Let’s take invoices as an example. Different companies’ invoices will be laid out differently and will have differing types of tables for the line items on the invoice.
Even columns containing the same information (e.g., quantity, or item description) will have differing column headers.
If our metadata table is left without a definition, the table headings output as metadata when the document is saved will have the column names as defined on the source document.
To ensure consistent column headers, Scan2x will allow you to define your own column names and you can then map the columns off the invoice to your own columns.
If you are using the metadata captured from the invoices to import into a downstream application, having your tabular data normalized into one standard table format is essential.
Click on the Define Table button in the Jobs Manager metadata tab – this appears when you select a metadata field defined as a table. See the following screenshot.
When you click the Define Table button, a grid appears like the one in the screenshot below. The shot below shows the table definition for the Delivery Notes job included with the Scan2x demo.
Add columns to your column definitions by either:
•Clicking on the Add all columns to definitions button as shown in the first screenshot below.

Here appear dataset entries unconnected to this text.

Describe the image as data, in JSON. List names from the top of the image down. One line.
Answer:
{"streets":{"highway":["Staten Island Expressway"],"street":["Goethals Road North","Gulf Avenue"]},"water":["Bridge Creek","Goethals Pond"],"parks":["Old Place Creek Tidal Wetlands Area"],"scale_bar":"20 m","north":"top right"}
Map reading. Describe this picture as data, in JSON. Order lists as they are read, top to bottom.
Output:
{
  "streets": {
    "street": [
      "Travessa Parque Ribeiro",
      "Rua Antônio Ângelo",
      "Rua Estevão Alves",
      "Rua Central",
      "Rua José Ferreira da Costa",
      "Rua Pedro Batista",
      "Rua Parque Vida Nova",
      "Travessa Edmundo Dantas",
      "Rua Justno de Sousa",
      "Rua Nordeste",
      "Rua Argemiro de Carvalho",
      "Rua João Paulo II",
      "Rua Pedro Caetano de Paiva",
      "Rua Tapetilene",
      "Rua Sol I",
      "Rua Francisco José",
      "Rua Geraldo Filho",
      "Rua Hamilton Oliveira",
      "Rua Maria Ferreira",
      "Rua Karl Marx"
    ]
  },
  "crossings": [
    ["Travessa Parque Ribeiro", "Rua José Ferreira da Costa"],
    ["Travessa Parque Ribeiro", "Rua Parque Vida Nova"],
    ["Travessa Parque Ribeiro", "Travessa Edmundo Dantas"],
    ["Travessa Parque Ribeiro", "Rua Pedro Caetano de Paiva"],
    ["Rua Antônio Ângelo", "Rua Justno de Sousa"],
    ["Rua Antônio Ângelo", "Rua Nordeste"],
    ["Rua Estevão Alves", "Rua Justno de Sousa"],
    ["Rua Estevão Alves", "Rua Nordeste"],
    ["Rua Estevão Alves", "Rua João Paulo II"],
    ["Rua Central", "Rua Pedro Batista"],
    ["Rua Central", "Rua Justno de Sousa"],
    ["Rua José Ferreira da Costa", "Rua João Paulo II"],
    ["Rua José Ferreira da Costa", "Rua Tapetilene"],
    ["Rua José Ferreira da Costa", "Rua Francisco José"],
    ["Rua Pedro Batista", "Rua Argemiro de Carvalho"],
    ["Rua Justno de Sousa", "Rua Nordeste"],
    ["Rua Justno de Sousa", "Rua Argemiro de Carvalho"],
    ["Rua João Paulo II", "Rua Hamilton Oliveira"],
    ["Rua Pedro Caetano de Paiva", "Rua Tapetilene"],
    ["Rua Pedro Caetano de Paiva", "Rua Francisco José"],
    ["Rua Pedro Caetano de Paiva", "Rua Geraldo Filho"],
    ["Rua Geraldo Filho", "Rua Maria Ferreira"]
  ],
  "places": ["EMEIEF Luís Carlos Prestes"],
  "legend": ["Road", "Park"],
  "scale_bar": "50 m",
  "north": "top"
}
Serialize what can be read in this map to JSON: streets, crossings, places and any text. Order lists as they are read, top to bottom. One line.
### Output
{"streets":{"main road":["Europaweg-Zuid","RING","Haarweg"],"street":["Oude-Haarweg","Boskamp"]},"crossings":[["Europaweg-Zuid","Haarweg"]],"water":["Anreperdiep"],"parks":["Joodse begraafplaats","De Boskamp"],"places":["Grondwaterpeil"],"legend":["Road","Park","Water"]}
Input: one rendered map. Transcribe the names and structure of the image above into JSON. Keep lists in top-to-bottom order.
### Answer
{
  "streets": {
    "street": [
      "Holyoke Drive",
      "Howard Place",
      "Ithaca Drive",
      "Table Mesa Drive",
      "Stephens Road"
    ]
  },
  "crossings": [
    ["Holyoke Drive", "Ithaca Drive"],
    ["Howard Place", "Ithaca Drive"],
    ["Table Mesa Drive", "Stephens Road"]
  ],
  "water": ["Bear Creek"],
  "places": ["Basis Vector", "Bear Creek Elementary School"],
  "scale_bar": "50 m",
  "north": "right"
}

Since there are 5 columns in the grid below, once this button is clicked, 5 column fields will automatically be added to the Column Definitions tab.
•Entering each one in the Column Definitions tab, as shown in the second screenshot below.
Sorting. You can use this value to sort your table columns as required.
Field. Enter the name of your table column.
Type. Choose between “Custom” and “Expression (VBScript)”. Custom is the default – this will take the OCR’ed data from the document exactly as read from the document. Using an expression allows you to use VBScript to enhance or enrich the data OCR’ed from the document.
Map to OCR Column. Use this value to indicate to Scan2x which document column you would like to map to your table.
Line Mode. You can specify how much of the data read from the document is to be inserted into your column.
As shown in the screenshot above, in the OCR Table section of the Table Definition Builder, an administrator can specify how they would like the data in the table to show with the following options:
Rows per record and Separate columns of merged rows.
•Rows per record
This option allows the administrator to show the tabular data in a specified amount of rows.
For example, the first screenshot below shows each record in their own row. In the second screenshot, with the Rows per record set to '2', the records are now being shown with two records in a row.
•Separate columns of merged rows
This option allows administrators to separate columns of any merged rows.
For example, this can be used in the case of invoices when the line item OCR results are 2 rows per line item (i.e 1 line item of data along 2 rows) because of the way the invoice is structured. With this option, administrators can specify that, for example, every 2 rows are actually 1 row of data.